07 Aralık 2023 22:53

KYK eylemleri bize neler kazandırdı? Şimdi neye ihtiyacımız var?

Söz, yetki ve karar hakkının tanındığı, yurt yönetilmesinde öğrenci temsilciliğinin rol oynadığı bir mekanizmayı örgütlemeye ihtiyacımız var.

Paylaş

Lisan ALAYOĞLU

Özlem Songül ABAYOĞLU

 

Zeren Ertaş’ın ardından yurt genelinde başlayan eylemler, yurt öğrencilere bir dizi deneyim bıraktı. Bunun yanı sıra KYK yurtlarının koşullarına ilişkin tartışmaları derinleştirirken, pek çok yurtta ortaklaşan sorunlarının kaynaklarına ve çözüm yollarına ilişkin tartışmaları da ortaklaştırdı.

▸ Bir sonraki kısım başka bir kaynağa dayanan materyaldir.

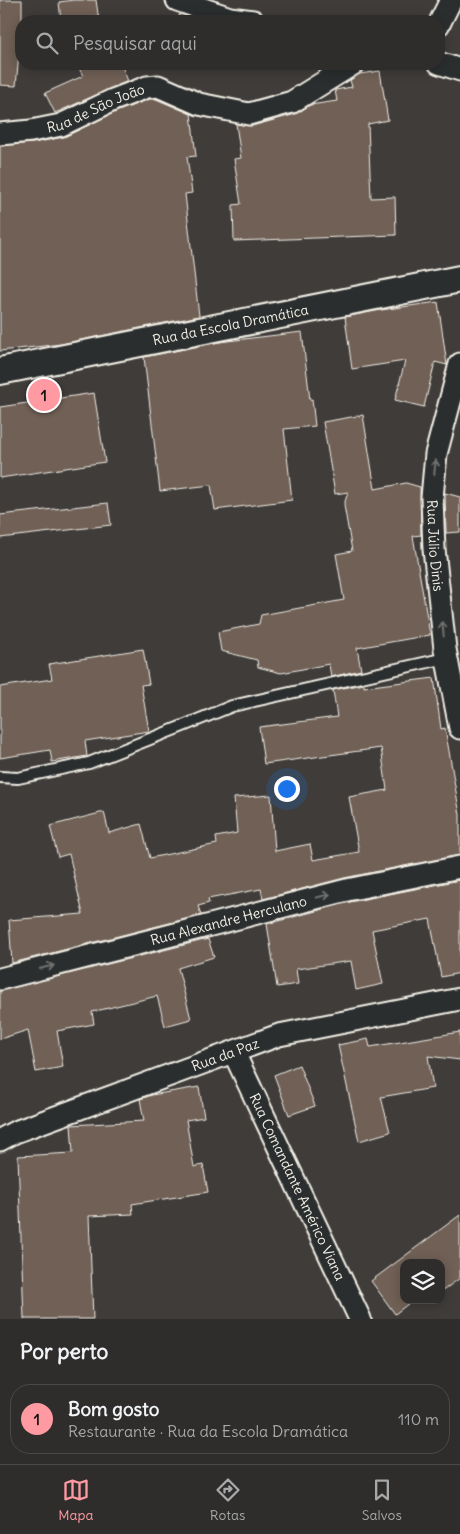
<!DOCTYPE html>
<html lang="pt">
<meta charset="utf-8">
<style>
body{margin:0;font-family:Delius,sans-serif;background:#3b3938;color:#f1f3f6}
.controls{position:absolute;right:15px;bottom:15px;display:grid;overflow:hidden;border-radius:10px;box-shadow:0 2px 12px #0003}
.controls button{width:45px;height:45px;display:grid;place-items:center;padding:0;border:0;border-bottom:1px solid #4a4948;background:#2f2d2c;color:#f1f3f6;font:25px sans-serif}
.you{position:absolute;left:286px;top:788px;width:18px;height:18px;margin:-12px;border:4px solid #fff;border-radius:50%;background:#1a73e8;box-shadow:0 0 0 8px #1a73e833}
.badge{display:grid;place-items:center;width:32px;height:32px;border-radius:50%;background:#ff9aa2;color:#111;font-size:16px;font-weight:700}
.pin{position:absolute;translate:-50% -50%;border:2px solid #fff;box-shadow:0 1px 5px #0006}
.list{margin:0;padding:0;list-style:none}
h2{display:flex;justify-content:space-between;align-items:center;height:65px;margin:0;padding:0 20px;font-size:21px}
h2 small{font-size:16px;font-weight:400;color:#a7a8a9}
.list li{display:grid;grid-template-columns:32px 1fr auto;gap:15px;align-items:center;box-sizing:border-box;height:70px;margin:0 10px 10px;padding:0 10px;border:1px solid #4a4948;border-radius:20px}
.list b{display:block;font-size:19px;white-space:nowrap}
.list p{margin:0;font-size:16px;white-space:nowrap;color:#a7a8a9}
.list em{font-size:16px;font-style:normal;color:#a7a8a9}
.icon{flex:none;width:28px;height:28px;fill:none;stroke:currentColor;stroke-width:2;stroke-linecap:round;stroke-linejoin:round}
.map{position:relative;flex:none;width:460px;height:1319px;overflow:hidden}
.search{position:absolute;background:#2f2d2c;box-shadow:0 2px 12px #0003;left:15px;right:15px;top:15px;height:55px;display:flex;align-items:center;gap:12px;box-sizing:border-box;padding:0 18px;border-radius:20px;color:#a7a8a9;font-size:19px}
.sheet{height:145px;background:#2f2d2c}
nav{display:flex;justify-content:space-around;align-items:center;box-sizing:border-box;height:70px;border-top:1px solid #4a4948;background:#2f2d2c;font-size:14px;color:#a7a8a9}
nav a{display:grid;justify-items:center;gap:2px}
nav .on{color:#ff9aa2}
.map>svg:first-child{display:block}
.building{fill:#706057;stroke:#f4f1e8}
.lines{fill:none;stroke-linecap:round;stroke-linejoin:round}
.service-casing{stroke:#f4f1e8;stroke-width:14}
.minor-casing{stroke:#f4f1e8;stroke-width:25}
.tertiary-casing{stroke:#f4f1e8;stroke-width:30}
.service{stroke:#2a2d2e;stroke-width:10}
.minor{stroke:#2a2d2e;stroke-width:21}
.tertiary{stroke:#2a2d2e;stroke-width:26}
.oneway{stroke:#71726f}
.labels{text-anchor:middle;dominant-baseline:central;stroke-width:5;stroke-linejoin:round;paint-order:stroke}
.street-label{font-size:14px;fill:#f4f1e8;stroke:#2a2d2e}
</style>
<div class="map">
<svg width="460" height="1319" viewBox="0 0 460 1319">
<rect width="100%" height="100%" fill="#3f3c3a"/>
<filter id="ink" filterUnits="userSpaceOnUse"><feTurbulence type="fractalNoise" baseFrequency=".02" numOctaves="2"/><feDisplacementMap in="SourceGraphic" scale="10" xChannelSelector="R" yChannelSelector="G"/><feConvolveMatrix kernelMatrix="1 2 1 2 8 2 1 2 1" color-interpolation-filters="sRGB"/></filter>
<g filter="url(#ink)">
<path class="building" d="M0 0H22V21L16 86 0 85Z
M74 0H96L99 21H61L59 2Z
M180 14 201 21H176Z
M77 64H121L128 81 55 113 45 93 83 76Z
M380 71 388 120 368 124 371 198 395 197 396 235 234 241 233 205 241 204 234 159 241 158 236 124 252 126 296 114 310 105 337 101 335 90 352 87 350 80 360 74Z
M150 99H156L191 114 196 156 187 157 192 193 185 194 199 316 61 344 0 351V146L33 143 64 137 118 111Z
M438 302 447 365 435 362 424 407 395 400 405 361 352 369 345 317 381 310Z
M302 332 310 400 312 399 315 426 284 429 292 500 215 510 211 485 160 491 144 357 219 342Z
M94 393 105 462 0 478V407Z
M363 415 375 489 406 483 420 487 421 535 413 536 430 635 357 648 361 670 331 677 329 664 281 673 258 667 257 660 221 651 218 632 259 624 261 615 344 600 336 554 352 551 344 505 348 492 335 494 323 422Z
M445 493 460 497V532L446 533Z
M108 503 111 525 0 538V515Z
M143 649 149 684 141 685 149 731 85 741 87 756 52 762 50 750 0 758V687L52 679 49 664Z
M434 678 441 729 445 728 460 815V855L344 878 263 899 261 889 208 899 209 903 198 906 201 915 12 963 9 920 83 914 69 854 58 857 50 826 104 812 109 833 141 824 150 858 217 844 216 837 237 833 234 798 271 795 275 851 310 844 313 860 359 852 349 797 387 790 381 748 264 764 259 727 337 717 333 690 364 684V687Z
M460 880V973L441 977 430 919 372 930 383 984 356 990 351 961 296 969 298 984 277 987 267 924 350 902Z
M208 939 214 957 178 968 191 1019 165 1026 157 996 92 1012 94 1024 57 1031 63 1067 36 1072 28 1030 0 1039V991Z
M460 1032V1060L428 1056 433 1088 381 1097 390 1132 359 1141 338 1045 368 1039 370 1047Z
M299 1065 315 1106 289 1115 274 1075Z
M199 1087 204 1117 186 1120 194 1167 203 1165 208 1192 132 1204 133 1214 89 1216 93 1319H24L18 1156 73 1153 71 1125 144 1121 140 1099 152 1095Z
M460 1215V1278L441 1292V1263H404V1300H413L395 1314 371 1281Z"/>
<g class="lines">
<defs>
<path id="service" d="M0 777 18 778 89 763 183 726 232 706 446 658"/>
<g id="minor">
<path d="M177 0 230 18 253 21"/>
<path d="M439 24 451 0"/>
<path d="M439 63 460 70"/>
<path id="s1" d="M0 134 31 131 61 125 113 100 147 87 158 86 199 104 249 114 292 102 353 64"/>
<path id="s2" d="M460 364 436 454 432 498 434 549 445 649 460 728"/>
<path id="s3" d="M0 979 347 890 460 867"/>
<path id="s4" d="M234 1053 360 1319"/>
<path id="s5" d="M0 1140 15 1132 279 1035 460 999"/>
</g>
<g id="tertiary">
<path id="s6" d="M0 371 460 279"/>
</g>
</defs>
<use href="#service" class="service-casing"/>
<use href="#minor" class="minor-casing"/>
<use href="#tertiary" class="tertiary-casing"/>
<use href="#service" class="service"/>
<use href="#minor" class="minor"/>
<use href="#tertiary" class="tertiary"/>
</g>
<defs><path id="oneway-shaft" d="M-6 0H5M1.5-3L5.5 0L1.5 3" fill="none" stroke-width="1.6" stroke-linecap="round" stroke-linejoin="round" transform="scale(1.25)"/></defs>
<g class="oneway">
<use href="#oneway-shaft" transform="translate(435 467) rotate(-84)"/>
<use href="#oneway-shaft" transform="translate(443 629) rotate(-96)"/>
<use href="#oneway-shaft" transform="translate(323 896) rotate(-14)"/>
<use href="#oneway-shaft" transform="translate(47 967) rotate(-14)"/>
</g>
</g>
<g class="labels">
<g class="street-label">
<text stroke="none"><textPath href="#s1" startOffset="100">Rua de São João</textPath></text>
<text stroke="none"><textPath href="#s6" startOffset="235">Rua da Escola Dramática</textPath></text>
<text stroke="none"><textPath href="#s2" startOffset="185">Rua Júlio Dinis</textPath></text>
<text stroke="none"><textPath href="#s3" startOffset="236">Rua Alexandre Herculano</textPath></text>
<text stroke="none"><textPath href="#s5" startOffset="241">Rua da Paz</textPath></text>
<text stroke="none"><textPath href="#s4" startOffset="148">Rua Comandante Américo Viana</textPath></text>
</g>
</g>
</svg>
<div class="controls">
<button><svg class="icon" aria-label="layers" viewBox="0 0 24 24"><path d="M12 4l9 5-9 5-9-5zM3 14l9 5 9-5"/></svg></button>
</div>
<div class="you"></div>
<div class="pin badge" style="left:44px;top:395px">1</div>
<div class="search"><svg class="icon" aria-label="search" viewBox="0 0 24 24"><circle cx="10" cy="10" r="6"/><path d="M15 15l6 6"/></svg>Pesquisar aqui</div>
</div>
<section class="sheet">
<h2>Por perto<small></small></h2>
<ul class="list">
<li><span class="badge">1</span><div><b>Bom gosto</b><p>Restaurante · Rua da Escola Dramática</p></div><em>110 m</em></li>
</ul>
</section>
<nav>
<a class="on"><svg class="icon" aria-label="map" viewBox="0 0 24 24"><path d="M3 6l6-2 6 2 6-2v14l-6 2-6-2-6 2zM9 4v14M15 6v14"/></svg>Mapa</a>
<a><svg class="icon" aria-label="directions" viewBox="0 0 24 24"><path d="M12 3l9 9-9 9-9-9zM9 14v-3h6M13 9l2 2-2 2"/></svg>Rotas</a>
<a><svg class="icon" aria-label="saved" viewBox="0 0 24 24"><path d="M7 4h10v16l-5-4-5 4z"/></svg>Salvos</a>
</nav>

İstanbul, üniversite öğrencilerinin oldukça yoğun yaşadığı bir kent. Bu kentte 35 KYK yurdu bulunuyor, kimilerinin kapasite üstü arttırılan kontenjanlarla nüfusu 6000 bine dayanıyor. Yurtların, bir bütün olarak öğrencilerin sosyal, sportif ve akademik ihtiyaçlar da dahil olmak üzere barınmaya dahil olan tüm ihtiyaçlarında sorunlar devasa düzeyde seyrediyor. 

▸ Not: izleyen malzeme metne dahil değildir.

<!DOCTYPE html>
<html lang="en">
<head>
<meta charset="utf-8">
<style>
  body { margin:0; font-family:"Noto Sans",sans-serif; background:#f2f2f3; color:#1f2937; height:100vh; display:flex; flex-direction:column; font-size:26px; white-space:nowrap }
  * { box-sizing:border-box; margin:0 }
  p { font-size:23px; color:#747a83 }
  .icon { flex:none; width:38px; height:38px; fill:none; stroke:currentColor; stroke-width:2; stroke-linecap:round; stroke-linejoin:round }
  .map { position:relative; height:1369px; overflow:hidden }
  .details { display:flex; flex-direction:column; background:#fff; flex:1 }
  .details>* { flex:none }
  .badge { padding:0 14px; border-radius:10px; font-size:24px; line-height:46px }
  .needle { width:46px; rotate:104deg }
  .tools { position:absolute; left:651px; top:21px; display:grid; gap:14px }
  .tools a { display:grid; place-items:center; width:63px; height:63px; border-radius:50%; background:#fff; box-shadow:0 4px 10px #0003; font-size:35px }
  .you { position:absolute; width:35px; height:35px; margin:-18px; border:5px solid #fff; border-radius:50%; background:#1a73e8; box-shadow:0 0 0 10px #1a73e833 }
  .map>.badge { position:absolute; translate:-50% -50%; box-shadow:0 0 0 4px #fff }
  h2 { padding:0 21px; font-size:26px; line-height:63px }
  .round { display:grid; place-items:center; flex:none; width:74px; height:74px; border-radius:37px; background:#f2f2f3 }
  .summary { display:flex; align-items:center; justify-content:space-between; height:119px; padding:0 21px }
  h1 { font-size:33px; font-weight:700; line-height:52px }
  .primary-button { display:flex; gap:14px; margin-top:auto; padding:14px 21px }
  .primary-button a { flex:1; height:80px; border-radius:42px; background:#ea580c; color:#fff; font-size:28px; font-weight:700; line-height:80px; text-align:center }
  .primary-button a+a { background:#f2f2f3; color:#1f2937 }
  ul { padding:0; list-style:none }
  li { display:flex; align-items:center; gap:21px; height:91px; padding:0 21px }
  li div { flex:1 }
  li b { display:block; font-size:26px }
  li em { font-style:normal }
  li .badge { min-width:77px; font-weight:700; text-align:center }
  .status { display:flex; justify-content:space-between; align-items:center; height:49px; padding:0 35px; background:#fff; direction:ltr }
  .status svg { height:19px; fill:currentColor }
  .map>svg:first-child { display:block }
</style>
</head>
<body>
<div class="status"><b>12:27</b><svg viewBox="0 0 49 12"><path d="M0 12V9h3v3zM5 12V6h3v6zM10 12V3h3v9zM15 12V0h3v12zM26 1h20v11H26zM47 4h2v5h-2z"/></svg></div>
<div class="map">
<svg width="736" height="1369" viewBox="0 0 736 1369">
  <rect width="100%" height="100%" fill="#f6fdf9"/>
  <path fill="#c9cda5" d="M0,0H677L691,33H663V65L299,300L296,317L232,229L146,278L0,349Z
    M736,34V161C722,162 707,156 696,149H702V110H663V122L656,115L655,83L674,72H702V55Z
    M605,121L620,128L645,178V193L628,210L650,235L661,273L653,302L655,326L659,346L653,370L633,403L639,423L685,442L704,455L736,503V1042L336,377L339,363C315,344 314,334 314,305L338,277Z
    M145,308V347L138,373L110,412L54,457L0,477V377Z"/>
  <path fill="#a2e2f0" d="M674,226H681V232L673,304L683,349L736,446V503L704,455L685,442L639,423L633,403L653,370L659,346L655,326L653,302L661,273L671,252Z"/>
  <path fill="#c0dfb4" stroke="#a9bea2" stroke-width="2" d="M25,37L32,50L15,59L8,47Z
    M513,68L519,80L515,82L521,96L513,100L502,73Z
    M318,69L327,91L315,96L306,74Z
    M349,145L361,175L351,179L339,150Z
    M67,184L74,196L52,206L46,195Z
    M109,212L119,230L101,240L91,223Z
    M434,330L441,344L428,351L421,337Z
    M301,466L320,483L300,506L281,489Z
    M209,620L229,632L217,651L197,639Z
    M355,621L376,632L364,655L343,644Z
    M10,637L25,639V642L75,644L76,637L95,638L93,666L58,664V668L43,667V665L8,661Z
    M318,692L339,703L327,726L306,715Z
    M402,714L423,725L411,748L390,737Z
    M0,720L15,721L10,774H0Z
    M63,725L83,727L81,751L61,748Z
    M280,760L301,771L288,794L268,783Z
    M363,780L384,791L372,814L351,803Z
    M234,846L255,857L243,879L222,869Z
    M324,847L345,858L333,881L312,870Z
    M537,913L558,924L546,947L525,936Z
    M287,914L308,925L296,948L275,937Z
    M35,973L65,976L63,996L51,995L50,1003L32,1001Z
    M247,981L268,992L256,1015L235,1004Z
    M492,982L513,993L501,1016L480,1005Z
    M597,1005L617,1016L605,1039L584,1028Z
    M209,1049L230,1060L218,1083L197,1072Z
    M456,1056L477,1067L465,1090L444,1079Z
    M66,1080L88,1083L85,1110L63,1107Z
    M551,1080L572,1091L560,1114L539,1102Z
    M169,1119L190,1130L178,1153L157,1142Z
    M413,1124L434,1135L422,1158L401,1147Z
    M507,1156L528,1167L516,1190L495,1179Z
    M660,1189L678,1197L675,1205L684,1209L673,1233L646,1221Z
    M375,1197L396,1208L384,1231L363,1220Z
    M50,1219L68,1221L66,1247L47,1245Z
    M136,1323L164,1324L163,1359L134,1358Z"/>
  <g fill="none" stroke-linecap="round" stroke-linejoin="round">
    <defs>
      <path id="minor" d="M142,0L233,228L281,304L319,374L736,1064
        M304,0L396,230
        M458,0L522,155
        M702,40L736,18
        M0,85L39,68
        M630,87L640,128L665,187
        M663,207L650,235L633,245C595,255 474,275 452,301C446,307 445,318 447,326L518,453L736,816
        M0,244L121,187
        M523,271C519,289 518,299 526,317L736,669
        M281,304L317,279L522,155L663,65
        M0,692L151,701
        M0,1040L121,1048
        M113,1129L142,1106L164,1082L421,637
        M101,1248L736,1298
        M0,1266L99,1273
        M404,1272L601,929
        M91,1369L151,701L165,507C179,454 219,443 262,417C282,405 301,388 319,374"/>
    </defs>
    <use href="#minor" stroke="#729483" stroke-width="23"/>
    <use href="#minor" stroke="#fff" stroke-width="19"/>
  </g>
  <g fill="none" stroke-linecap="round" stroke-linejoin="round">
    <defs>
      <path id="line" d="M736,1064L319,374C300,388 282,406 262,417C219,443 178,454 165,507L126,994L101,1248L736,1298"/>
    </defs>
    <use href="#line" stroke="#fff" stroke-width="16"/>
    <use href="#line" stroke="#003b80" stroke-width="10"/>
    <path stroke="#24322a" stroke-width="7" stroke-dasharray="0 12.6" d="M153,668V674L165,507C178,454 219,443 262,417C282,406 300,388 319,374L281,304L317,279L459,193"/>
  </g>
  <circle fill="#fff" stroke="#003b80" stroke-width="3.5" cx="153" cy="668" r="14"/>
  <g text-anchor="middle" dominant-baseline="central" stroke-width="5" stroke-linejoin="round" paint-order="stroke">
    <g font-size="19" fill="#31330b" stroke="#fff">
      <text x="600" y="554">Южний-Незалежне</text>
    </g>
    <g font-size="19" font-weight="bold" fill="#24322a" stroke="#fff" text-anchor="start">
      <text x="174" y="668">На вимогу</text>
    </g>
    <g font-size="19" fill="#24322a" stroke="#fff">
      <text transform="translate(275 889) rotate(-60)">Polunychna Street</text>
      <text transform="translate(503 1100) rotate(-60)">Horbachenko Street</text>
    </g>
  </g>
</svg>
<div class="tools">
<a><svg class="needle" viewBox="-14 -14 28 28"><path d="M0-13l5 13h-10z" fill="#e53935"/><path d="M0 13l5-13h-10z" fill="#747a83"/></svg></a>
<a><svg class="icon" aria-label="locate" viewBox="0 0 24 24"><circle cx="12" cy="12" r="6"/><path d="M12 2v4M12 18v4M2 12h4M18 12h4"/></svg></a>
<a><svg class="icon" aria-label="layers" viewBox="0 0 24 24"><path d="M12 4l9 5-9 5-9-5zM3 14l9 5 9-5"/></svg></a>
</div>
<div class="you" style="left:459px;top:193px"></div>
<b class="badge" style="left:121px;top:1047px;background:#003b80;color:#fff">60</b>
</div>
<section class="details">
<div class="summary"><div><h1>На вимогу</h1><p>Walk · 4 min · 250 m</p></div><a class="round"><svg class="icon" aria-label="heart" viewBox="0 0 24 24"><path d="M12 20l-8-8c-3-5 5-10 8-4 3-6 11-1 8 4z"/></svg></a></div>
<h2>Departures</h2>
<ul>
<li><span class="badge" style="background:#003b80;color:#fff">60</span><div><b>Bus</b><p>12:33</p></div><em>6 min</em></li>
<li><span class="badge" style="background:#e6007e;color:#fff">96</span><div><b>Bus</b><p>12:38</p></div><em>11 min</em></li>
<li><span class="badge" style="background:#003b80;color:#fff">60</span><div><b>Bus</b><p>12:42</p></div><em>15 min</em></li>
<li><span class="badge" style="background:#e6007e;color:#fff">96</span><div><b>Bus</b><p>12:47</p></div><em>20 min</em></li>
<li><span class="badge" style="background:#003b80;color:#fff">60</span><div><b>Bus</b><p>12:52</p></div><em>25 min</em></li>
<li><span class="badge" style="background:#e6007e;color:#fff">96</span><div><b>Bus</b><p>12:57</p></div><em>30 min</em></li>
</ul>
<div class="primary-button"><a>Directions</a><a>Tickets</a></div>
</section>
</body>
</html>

YÖNETİMLERİN CEVABI: EVİNİZDE DE OLABİLİR

KYK yurtlarında kalan öğrenciler hijyenik ve sağlıklı olmayan yemekler, odaların düzenli olarak temizlenmemesi, sabun ve tuvalet kağıdı gibi temel ihtiyaçların karşılanmasının öğrencilerin omuzlarına yıkılması, sürekli arızalanan asansörler, alanında uzman psikolog yerine manevi danışman adı altında atanan görevliler, öğrencilere verilen bin 250 lira burs veya kredinin temel ihtiyaçları karşılamaya bile yetmemesi, yetersiz çamaşırhaneler, depreme dayanıksız binalarda barınma zorunluluğu, eksik temizlik personeli, bunun üzerine KYK burslarına yapılan zamların bu temel ihtiyaçları karşılamak adına öğrencileri rahatlatmaması, bir veya birden fazla işte çalışmak zorunda bırakılmasına rağmen 23.00’da yurda giriş yapmalarının zorunlu kılınması vb. onlarca sorun mevcut.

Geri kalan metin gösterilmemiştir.